BJP’s Learning Curve in Kashmir

It is easy to imagine how the BJP would have reacted if a confrontation between students from the mainland and the locals in Srinagar’s National Institute of Technology (NIT) had taken place when the Congress and the National Conference were in power in the state.
Hordes of saffron sympathizers would have descended on Srinagar to express their solidarity with the “nationalist” students, supporting their demand for raising the tricolor in the campus – in keeping with Smriti Irani’s prescription for keeping the national flag flying all the time in the universities to instill patriotism – and permanently deploying the CRPF in the NIT.
The resultant tension in Kashmir and elsewhere in the country would have been grist to the saffron mill, strengthening – in the BJP’s opinion – the party’s hold on the Hindu voters in Jammu and in most of the other states, especially in northern and western India.

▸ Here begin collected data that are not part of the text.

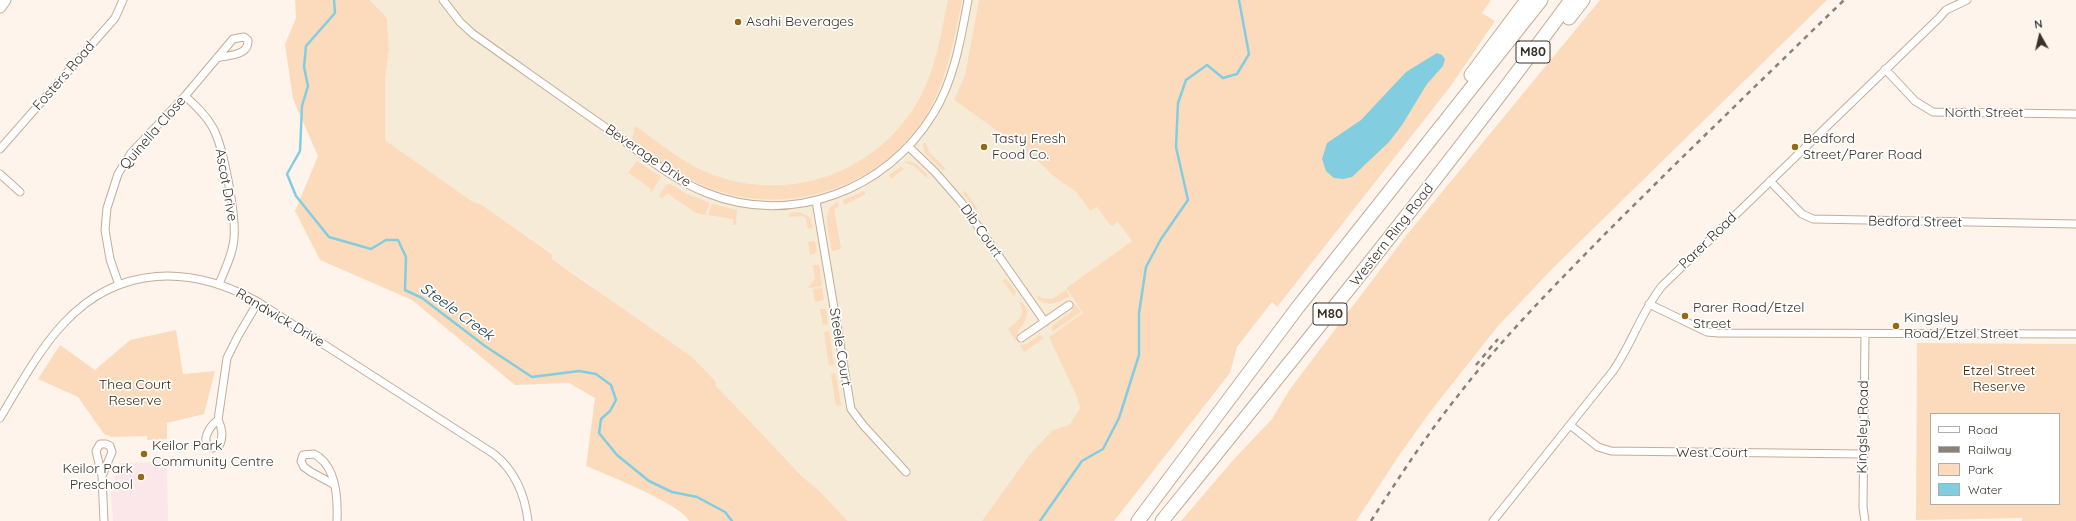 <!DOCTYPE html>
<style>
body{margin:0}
#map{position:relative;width:2076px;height:521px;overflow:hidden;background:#fef4eb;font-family:Quicksand,sans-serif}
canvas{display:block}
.legend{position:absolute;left:1930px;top:413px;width:130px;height:92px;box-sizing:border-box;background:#fff;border:1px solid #b0ada9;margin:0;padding:5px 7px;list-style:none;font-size:12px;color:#3a3128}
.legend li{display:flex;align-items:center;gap:8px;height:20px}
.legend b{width:20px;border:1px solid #b0ada9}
.north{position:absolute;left:2020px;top:16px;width:40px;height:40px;-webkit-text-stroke:3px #fff;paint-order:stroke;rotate:352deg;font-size:11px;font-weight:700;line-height:16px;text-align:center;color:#3a3128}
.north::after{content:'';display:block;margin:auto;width:14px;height:18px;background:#3a3128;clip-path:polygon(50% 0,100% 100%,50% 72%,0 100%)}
</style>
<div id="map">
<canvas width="2076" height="521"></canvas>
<ul class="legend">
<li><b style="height:5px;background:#fff"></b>Road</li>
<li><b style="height:5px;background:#8a8178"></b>Railway</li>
<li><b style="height:11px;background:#fbdbbc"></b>Park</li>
<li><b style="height:11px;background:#83cde1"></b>Water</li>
</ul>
<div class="north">N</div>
</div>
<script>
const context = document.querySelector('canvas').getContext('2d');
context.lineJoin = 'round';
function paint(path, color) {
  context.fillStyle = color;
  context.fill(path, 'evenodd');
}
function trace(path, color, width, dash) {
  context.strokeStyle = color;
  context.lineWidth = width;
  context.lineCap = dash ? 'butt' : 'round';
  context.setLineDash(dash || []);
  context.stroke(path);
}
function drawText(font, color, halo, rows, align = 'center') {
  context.font = font + ' Quicksand,sans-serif';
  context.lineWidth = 3.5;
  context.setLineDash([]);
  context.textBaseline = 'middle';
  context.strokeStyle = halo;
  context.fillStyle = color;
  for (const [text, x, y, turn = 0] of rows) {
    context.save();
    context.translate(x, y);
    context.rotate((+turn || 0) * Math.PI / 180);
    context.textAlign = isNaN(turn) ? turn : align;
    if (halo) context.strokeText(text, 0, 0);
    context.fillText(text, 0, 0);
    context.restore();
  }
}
const industrial = new Path2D(`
 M 370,0 L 979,0 L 965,75 L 954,100 L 1035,158 L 1052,175 L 1076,192 L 1090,211 L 1097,207 L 1118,221 L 1132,241 L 1066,288 L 1083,313 L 1077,397 L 1080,408 L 1069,425 L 982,521 L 848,521 L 754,427 L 714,385 L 716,383 L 588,283 L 552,259 L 552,253 L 482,205 L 473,202 L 385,140 L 385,81 L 389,49 L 387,18 Z`);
const education = new Path2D(`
 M 167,462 L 168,521 L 113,521 L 111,492 L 119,463 Z`);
const green = new Path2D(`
 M 295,0 L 370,0 L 387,18 L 389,49 L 385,81 L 385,140 L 473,202 L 482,205 L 552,254 L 552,259 L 692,357 L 716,382 L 715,385 L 801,475 L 819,491 L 848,521 L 689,521 C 683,505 605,474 586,466 L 595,398 L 569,383 L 515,385 L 412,300 L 320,260 L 295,211 L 318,156 L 293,99 L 285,44 L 296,18 Z
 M 948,0 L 962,0 C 955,36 948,74 931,107 C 888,188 782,222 700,184 C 676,173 653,156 632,140 L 635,126 C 660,143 685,165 714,175 C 797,206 891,166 926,85 C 938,58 942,28 948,0 Z
 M 979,0 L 1491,0 L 1482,13 L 1495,21 L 1450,87 L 1277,307 L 1272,302 L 1237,347 L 1230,373 L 1114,521 L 982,521 L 1031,453 L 1053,430 L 1069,425 L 1080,408 L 1077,397 L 1049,337 L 1083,313 L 1066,288 L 1132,241 L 1118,222 L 1111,226 L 1097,207 L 1090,211 L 1076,192 L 1052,175 L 1035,158 L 954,100 L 965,75 Z
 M 1600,0 L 1827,0 L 1553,268 L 1498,326 L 1430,412 L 1400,454 L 1356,521 L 1181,521 L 1234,459 L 1272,419 L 1290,389 L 1405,237 Z
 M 923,143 L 926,143 L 929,152 L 946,169 L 942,170 L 924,152 Z
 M 637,161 L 661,177 L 650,194 L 651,189 L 629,173 L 625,177 Z
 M 904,162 C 914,159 920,168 927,174 L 927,178 L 914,166 Z
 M 901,167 L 904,169 L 891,179 L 889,175 Z
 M 670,184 L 687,194 L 710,203 L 705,215 L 696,213 L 667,193 L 663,198 L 659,196 L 666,185 Z
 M 964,190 L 978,209 L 975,210 L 964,194 Z
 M 864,191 L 866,194 L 844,205 L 843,200 Z
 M 838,202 L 839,206 L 834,209 L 841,248 L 838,250 L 832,251 C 830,235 819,209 838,202 Z
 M 712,204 L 737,210 L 736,225 L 733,225 L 733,219 L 708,215 Z
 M 799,212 L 810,217 L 813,228 L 808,229 L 806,218 L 802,216 L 789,217 L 790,213 Z
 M 815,241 L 817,252 L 810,255 L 808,242 Z
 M 813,265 L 819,265 L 822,286 L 808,288 L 815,279 Z
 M 1006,279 L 1016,292 L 1014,296 L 1002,280 Z
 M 822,288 L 824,300 L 815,302 L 813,289 Z
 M 1066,290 L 1070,297 C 1059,301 1047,309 1037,298 L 1039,295 L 1041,298 L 1052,299 Z
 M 1019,302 L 1022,302 C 1032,314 1025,322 1017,332 L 1019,336 L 1016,341 L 1008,329 C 1018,321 1027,315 1019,302 Z
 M 1074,303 L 1081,312 L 1052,332 L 1052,326 L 1072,311 L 1071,307 Z
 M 820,309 L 826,309 L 828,324 L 823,325 Z
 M 176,330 L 183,374 L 215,371 L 204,414 L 167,423 L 167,439 L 147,440 L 147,436 L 112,437 L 104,434 L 78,397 L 38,379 L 60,345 L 95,370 L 130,340 Z
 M 829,331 L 834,364 L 829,366 L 824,332 Z
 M 1039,335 L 1044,338 L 1024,352 L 1020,345 L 1027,344 Z
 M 1917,343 L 2076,344 L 2076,521 L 2022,521 L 2022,518 L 1916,520 ZM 1931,414 L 2059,414 L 2059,504 L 1931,504 Z
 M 834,373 L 836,375 L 841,405 L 836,406 L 831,374 Z`);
const water = new Path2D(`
 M 1437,53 L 1442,55 L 1445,59 L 1443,66 L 1427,84 L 1402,125 L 1389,142 L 1352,177 L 1343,179 L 1334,178 L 1326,171 L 1322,159 L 1327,143 L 1361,120 L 1406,72 Z`);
const stream = new Path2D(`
 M 334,0 L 335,13 L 306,46 L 304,67 L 308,86 L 302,106 L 300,151 L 287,174 L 296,196 L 329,237 L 371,249 L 386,240 L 398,240 L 406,257 L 405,290 L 422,298 L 485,346 L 532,377 L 579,371 L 596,374 L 611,385 L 616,400 L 610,411 L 601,419 L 599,433 L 617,455 L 649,481 L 672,492 L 697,497 L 725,512 L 732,521
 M 1040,521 L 1082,461 L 1103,449 L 1119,418 L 1139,355 L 1139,313 L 1146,267 L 1161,239 L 1188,200 L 1176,147 L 1178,103 L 1186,80 L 1207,65 L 1223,78 L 1237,74 L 1249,54 L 1239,0`);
const street = new Path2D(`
 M 443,0 L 460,22 L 473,34 C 520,67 567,101 615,134 C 644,155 673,180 707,193 C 791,227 887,190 933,114 C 954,81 961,38 968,0
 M 1885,69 L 1915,101 L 1933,112 L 2076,114
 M 185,96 C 195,105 206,115 213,128 C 224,148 236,215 234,238 C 233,254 225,269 219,284
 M 909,147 L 935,172 L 961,202 L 1045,322
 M 0,149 L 115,18 L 123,0
 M 0,174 L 20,192
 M 1770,181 L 1802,214 L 1813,219 L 2076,224
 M 816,201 L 851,409 L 863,425 L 906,472
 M 119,285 L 110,259 L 105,230 L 107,208 L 118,174 L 131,153 L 185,96 L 233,39 L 244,37 L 248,40 C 249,56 228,55 217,58
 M 1649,304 L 1707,332 L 1718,333 L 2076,334
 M 1865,334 L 1863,507 L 1865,521
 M 1021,338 L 1069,305
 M 0,418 C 18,388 40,348 64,323 C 119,264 191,265 258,302 L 494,454 C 515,471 525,495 528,521
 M 218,420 C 210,426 198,443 213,448 L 219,446 C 224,437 222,428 218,420 L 227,358 L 238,336 L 258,302
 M 1570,425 L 1598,447 L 1611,451 L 1863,454
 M 102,476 L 112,452 L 110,446 L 106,444 L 100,444 L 96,451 L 102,476 L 104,521
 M 333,484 L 311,472 L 304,467 L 301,461 L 303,455 L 314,454 C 336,465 338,499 337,521
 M 1493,521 L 1613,371 C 1632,344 1641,312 1662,286 L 1939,18 L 1946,10 L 1967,0`);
const primary = new Path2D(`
 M 0,7 L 5,0`);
const highway = new Path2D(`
 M 1569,18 L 1583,0
 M 1471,75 L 1527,0
 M 1138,521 L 1298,307 L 1541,0
 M 1162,521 C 1301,349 1440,178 1571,0`);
const rail = new Path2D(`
 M 1476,365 L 1498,339
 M 1371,521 C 1399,477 1428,433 1460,393 C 1505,335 1557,283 1608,231 C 1686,153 1765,77 1844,0`);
const markers = [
 [738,22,4,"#966916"],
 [984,147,4,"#966916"],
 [1795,147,4,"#966916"],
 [1685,316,4,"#966916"],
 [1896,326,4,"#966916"],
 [144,454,4,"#966916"],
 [141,477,4,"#966916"]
];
const shields = [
 [1533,52,34],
 [1330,314,34]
];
const shieldNames = [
 ["M80",1533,52],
 ["M80",1330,314]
];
const poiNames = [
 ["Asahi Beverages",746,22],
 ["Tasty Fresh",992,139],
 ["Food Co.",992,155],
 ["Bedford",1803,139],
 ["Street/Parer Road",1803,155],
 ["Parer Road/Etzel",1693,308],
 ["Street",1693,324],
 ["Kingsley",1904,318],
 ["Road/Etzel Street",1904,334],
 ["Keilor Park",152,446],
 ["Community Centre",152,462],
 ["Keilor Park",133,469,"right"],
 ["Preschool",133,485,"right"]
];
const streetNames = [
 ["Fosters Road",64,76,-49],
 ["North Street",1984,113],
 ["Quinella Close",153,133,-49],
 ["Beverage Drive",648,156,34],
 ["Ascot Drive",226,185,80],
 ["Bedford Street",1915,222,1],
 ["Dib Court",981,231,55],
 ["Western Ring Road",1392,235,-52],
 ["Parer Road",1708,241,-44],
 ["Randwick Drive",280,318,31],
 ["Steele Court",840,347,81],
 ["Kingsley Road",1863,427,-89],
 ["West Court",1712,453]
];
const parkNames = [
 ["Etzel Street",1999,371],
 ["Reserve",1999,387],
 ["Thea Court",135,385],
 ["Reserve",135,401]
];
const waterNames = [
 ["Steele Creek",457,312,36]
];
paint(industrial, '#f5ebd6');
paint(education, '#fbe6e9');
paint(green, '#fbdbbc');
paint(water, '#83cde1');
trace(stream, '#83cde1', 2.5);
trace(street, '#c4ad97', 9);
trace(primary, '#c4ad97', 13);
trace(highway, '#c4ad97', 15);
trace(street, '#fff', 7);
trace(primary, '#fff', 11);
trace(highway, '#fff', 13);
trace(rail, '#8a8178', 2.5, [5, 5]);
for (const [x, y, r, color] of markers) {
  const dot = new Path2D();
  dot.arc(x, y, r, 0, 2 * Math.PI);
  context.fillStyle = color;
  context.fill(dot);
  trace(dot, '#fff', 1.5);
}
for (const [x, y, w] of shields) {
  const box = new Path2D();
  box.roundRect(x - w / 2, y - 11, w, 22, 3);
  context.fillStyle = '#fff';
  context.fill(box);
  trace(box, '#3a3128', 1);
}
drawText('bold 13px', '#3a3128', null, shieldNames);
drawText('14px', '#3a3128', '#fff', poiNames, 'left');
drawText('14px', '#3a3128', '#fff', streetNames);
drawText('14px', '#422500', '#fff', parkNames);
drawText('italic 15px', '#1e414a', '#fff', waterNames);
</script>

In reality, however, the party’s reaction this month was the exact opposite. It detained the self-appointed stormy petrel of the saffron cause, Anupam Kher, when he arrived at Srinagar airport in order to stand by the “nationalist” students in their confrontation with the supposedly less than patriotic locals, and put him on the next flight back to Mumbai. The same treatment probably awaits the lawyer who beat up Kanhaiya Kumar at the Patiala House Court if he tries to emulate the Bollywood activist by trying to visit the NIT.

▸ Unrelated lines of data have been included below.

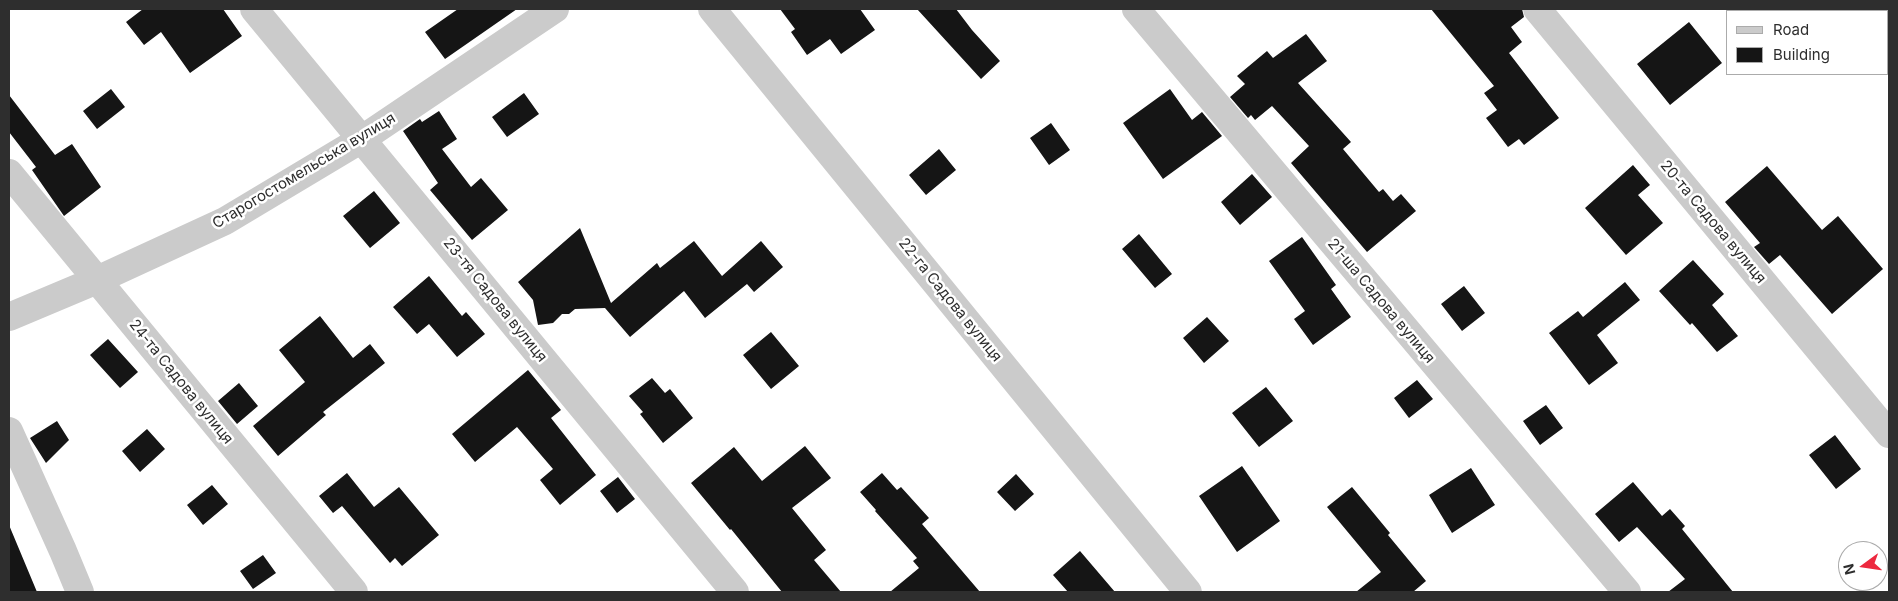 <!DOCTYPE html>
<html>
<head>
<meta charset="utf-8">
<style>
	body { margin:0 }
	#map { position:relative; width:1898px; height:601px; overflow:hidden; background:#fff; font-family:Inter,sans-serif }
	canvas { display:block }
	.frame { position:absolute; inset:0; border:10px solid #2e2e2e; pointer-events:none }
	.legend { position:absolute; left:1726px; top:10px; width:162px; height:65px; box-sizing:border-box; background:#fff; border:1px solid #ababab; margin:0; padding:6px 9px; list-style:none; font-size:15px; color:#2e2e2e }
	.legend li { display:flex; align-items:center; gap:10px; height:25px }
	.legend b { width:25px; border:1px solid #ababab }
	.north { position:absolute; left:1838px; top:541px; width:50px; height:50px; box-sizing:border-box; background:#fff; border:1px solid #ababab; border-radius:50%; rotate:256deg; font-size:14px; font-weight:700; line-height:20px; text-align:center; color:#2e2e2e }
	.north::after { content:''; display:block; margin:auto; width:18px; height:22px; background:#ed283e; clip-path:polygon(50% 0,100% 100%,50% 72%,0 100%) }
</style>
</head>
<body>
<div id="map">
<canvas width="1898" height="601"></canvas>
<div class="frame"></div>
<ul class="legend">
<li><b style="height:6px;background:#cbcbcb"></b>Road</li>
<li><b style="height:14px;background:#151515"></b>Building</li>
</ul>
<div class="north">N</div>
</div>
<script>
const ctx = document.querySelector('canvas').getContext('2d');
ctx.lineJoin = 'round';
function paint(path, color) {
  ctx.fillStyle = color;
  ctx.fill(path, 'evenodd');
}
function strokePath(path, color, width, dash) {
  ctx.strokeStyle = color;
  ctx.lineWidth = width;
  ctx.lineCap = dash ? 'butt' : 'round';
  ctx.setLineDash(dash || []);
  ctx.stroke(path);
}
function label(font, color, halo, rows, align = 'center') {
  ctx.font = font + ' Inter,sans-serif';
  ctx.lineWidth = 5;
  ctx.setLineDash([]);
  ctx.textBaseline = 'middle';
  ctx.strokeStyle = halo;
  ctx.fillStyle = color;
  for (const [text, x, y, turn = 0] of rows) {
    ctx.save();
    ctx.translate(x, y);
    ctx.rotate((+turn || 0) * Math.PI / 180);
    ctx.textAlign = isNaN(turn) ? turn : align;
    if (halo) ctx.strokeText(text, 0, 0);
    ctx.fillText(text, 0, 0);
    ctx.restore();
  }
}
paint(new Path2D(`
	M143 9H223L242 36 190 73 161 32 144 45 126 22Z
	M458 9H517L445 59 425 32Z
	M780 9H860L875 30 841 54 830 39 807 55 791 32 795 29Z
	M917 9H956L972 30 1000 61 981 79Z
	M1431 9H1522L1524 17 1511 27 1522 42 1509 53 1559 118 1524 145 1519 139 1508 147 1486 118 1497 110 1484 93 1494 86Z
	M1689 22 1722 63 1670 105 1637 64Z
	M1306 34 1327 61 1298 83 1351 142 1343 149 1379 192 1383 189 1393 201 1401 194 1416 211 1367 252 1291 163 1309 146 1272 106 1255 120 1251 115 1248 118 1230 97 1245 84 1237 76 1267 51 1273 58Z
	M111 89 125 107 97 129 83 111Z
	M1170 89 1192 120 1202 112 1222 136 1163 179 1123 123Z
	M524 93 539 114 507 137 492 117Z
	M9 95 55 155 72 144 101 187 64 216 32 170 36 167 9 132Z
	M439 111 457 139 442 149 471 187 481 178 508 210 472 240 430 190 438 183 403 131 420 119 422 122Z
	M1051 123 1070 150 1049 165 1030 138Z
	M939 149 956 170 926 195 909 175Z
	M1633 165 1650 185 1638 195 1663 223 1626 255 1585 208Z
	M1767 166 1822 230 1838 216 1883 269 1832 314 1780 255 1769 264 1754 247 1760 243 1725 202Z
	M1252 174 1272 197 1240 225 1221 202Z
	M374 191 400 223 370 248 343 216Z
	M580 228 611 303 657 263 660 268 694 241 722 276 761 241 783 267 754 292 747 284 705 318 684 291 630 337 605 308 575 309 569 314H562L553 323 538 325 533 300 518 282Z
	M1139 234 1172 274 1155 288 1122 249Z
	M1302 237 1336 285 1331 289 1351 317 1313 345 1294 319 1305 311 1269 261Z
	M1693 260 1724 294 1712 305 1738 336 1717 352 1692 323 1690 325 1659 291Z
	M429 276 462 316 466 312 485 334 457 357 429 324 417 334 393 307Z
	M1625 282 1640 300 1597 335 1618 363 1589 385 1549 333 1578 311 1583 317Z
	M1464 286 1485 313 1462 331 1441 304Z
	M320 316 353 358 370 344 385 363 323 412 326 415 278 456 253 426 305 382 279 350Z
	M1207 317 1229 341 1204 363 1183 338Z
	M771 332 799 366 771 389 743 355Z
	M108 339 138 372 120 388 90 355Z
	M528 370 561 410 551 418 596 475 560 505 540 480 553 469 517 427 475 462 452 434Z
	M652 378 665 393 670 389 693 418 663 443 640 414 643 412 629 396Z
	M1417 380 1433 399 1409 418 1394 398Z
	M239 383 258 406 237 424 218 401Z
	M1266 387 1293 421 1259 447 1232 413Z
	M1546 405 1563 428 1540 445 1523 421Z
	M57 421 69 440 46 463 30 438Z
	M147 429 165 449 140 472 122 451Z
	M1835 435 1861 469 1836 489 1809 455Z
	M805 446 831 478 792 508 826 550 814 560 841 592H782L731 529 730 530 691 483 734 447 762 481Z
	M1242 466 1280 521 1237 552 1199 496Z
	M1471 468 1495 505 1452 533 1429 495Z
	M347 473 374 507 399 487 439 535 402 566 395 558 390 563 342 506 333 513 319 496Z
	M882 473 897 490 901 487 929 518 922 524 980 592H890L919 568 913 561 917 558 875 511 876 510 860 492Z
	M1016 474 1034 494 1015 511 997 492Z
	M618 477 635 499 617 513 600 491Z
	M1633 482 1662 516 1670 509 1685 526 1682 529 1733 592H1668L1685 579 1637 527 1619 542 1595 514Z
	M212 485 228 504 203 525 187 505Z
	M1352 487 1390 533 1388 535 1426 581 1413 592H1356L1381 572 1327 507Z
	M9 525 37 592H9Z
	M1080 551 1115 592H1068L1053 575Z
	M263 555 276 573 253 589 240 571Z`), '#151515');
strokePath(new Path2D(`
	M254 9 735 592
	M712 9 1188 592
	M1136 9 1627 592
	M1537 9 1889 434
	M9 173 354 592
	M9 317 97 280 225 221 362 139 555 9
	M9 431 63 551 80 592`), '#cbcbcb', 28);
label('15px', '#2e2e2e', '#fff', [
	["Старогостомельська вулиця",304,171,-31],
	["20-та Садова вулиця",1713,222,50],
	["23-тя Садова вулиця",495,300,51],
	["22-га Садова вулиця",950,300,51],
	["21-ша Садова вулиця",1381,301,50],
	["24-та Садова вулиця",181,382,51]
]);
</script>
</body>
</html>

Such has been the fallout of the unavoidable responsibilities of power. Being in office and swearing an oath to treat as equals all citizens – nationalists and those unwilling to wear their loyalty on their sleeves – rule out partiality. In the process of bowing to the imperatives of a secular state which eschews theocracy, the BJP has had to curb its natural instinct to flaunt its nationalist creed which, in actual terms, reflects a pro-Hindu bias.
The party is aware that such dilution of its patriotic credentials can upset its core constituency of communal-minded Hindus and make them believe that the BJP is imitating the so-called “minority appeasement” tactics (LK Advani’s contribution to the saffron lexicon) of the much-maligned Congress. But there is no alternative but to be moderate, for sobriety and restraint are the hallmarks of democratic functioning. If the BJP wants to remain in the portals of power at the centre and in the states, it has to dispense with the aggressive pro-Hindu agenda which it followed when in the opposition.
As is known, there are still many in the party and in the other affiliates of the Sangh parivar who are unable to come to terms with the realities of being in office. Hence, their diktats against eating beef or allowing the non-Hindus to have more than two children lest the rise in their numbers put the “Hindu daughters” at risk. Moreover, to put the seal on the BJP’s nationalism, the hardliners also want everyone to chant, Bharat Mata ki Jai, with the threat of dire consequences if they demur.
Kashmir, however, has turned such ideas on their head. If the BJP has no option but to acquiesce in the temerity of the local students to cheer India’s defeat in a cricket match, the reason is the realization that the “children” (recalling Smriti Irani’s description of Rohith Vemula, who committed suicide in Hyderabad central university, as a child) have to be handled with patience and understanding. Treating them as potential insurgents who have to be immediately curbed will turn them into genuine rebels.
It is a lesson of which Union home minister Rajnath Singh was oblivious when the “crisis” erupted in New Delhi’s Jawaharlal Nehru University (JNU) with the “children” there shouting anti-national slogans. So the minister directed his pet police officer, B.S. Bassi, to book them under the colonial-era sedition law.
The BJP has now understood that such heavy-handed action can be counter-productive. It has proved to be so even in the JNU with the student leaders of the university acquiring country-wide fame with their eloquence. If at least some of the BJP leaders had an academic background which made them aware of the non-conformism which prevails in the campuses on personal choices in dress, food and political ideas, they would have proceeded with caution in the JNU and the Hyderabad central university and not treat them as dens of extremism.
The NIT has been an eye-opener for the BJP. Even Subramanian Swamy has refrained from calling for its closure and fumigation as he did with regard to the JNU. If sense can dawn even on mavericks, it is easy to understand how sobering a stint in power can be.
This is not the first time that the BJP has tried to be moderate. When Atal Behari Vajpayee found in 1996 that none of the “secular” parties was willing to support his government of 13 days, he announced that the BJP was putting in cold storage its plans for temple construction, scrapping Article 370 and introducing a uniform civil code. That exercise in bowing to pluralism is continuing in Srinagar.